Dieses Ritual erleichtert den Kindern den Abschied vom Schnuller und macht es zu einem besonderen Ereignis. Der Schnullerbaum steht für die Kinder jeweils von 14 bis 17 Uhr bereit am 9. Juni im Kreishaus Iserlohn, Friedrichstr. 70 und am 16. Juni im Kreishaus Lüdenscheid, Heedfelder Str. 45. Ähnliche Aktionen wurden in den vergangenen Jahren sehr gut angenommen.

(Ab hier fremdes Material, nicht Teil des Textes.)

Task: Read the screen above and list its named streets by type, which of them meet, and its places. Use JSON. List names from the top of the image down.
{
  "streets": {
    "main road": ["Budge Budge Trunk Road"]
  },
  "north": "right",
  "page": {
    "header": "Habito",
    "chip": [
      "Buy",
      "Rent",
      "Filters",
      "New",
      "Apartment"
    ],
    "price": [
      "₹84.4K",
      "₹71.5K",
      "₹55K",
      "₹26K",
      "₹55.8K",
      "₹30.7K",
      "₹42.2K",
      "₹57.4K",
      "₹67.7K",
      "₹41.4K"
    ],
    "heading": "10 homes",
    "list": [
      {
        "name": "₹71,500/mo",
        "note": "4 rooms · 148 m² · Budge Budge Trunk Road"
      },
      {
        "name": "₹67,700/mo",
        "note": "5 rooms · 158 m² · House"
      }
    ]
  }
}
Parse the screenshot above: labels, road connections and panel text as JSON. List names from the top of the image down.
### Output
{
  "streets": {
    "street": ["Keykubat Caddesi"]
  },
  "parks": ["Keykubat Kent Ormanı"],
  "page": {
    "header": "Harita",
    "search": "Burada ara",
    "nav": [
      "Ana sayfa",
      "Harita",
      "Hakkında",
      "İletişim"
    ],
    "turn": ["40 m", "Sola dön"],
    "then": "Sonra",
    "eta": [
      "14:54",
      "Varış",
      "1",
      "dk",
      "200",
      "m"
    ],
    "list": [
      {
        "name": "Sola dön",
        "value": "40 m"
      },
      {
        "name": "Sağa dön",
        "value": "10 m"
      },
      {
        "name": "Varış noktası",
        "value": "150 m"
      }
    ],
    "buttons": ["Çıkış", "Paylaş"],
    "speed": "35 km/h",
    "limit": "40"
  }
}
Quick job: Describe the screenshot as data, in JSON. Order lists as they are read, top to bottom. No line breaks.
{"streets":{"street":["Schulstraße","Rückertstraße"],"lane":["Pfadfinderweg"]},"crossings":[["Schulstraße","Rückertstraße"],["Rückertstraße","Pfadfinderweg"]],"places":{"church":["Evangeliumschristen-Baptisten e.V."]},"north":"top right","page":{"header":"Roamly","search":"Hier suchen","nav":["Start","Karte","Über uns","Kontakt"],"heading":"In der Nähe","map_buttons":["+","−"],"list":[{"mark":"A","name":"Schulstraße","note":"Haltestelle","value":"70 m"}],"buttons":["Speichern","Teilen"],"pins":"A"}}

Das Kind muss den Schnuller freiwillig abgeben

Nach Ansicht von Psychologen ist das einfache Wegnehmen des Schnullers nicht zu empfehlen. Das Kind würde dadurch verunsichert und sich bestraft fühlen. Nicht selten ergreift das Kind Maßnahmen, die sich noch ungünstiger auswirken – es nuckelt am Daumen. Die Abgewöhnung des Daumenlutschens ist oft noch schwieriger als der Verzicht auf den Schnuller. Sinnvoll ist einzig der Nuckelstopp in Kooperation mit dem Kind. Es muss den Schnuller freiwillig aufgeben. Die Zeremonie des Schnulleraufhängens am Schnullerbaum ist bedeutsam, damit der Entschluss nicht halbherzig gefasst wird. Der Aufwand unterstreicht für die Kinder die Wichtigkeit und Endgültigkeit der Entscheidung. Die Aktion wird unterstützt vom Arbeitskreis Zahngesundheit im Märkischen Kreis. Hier sind neben den Vertretern der Zahnärztekammer auch die Krankenkassen engagiert.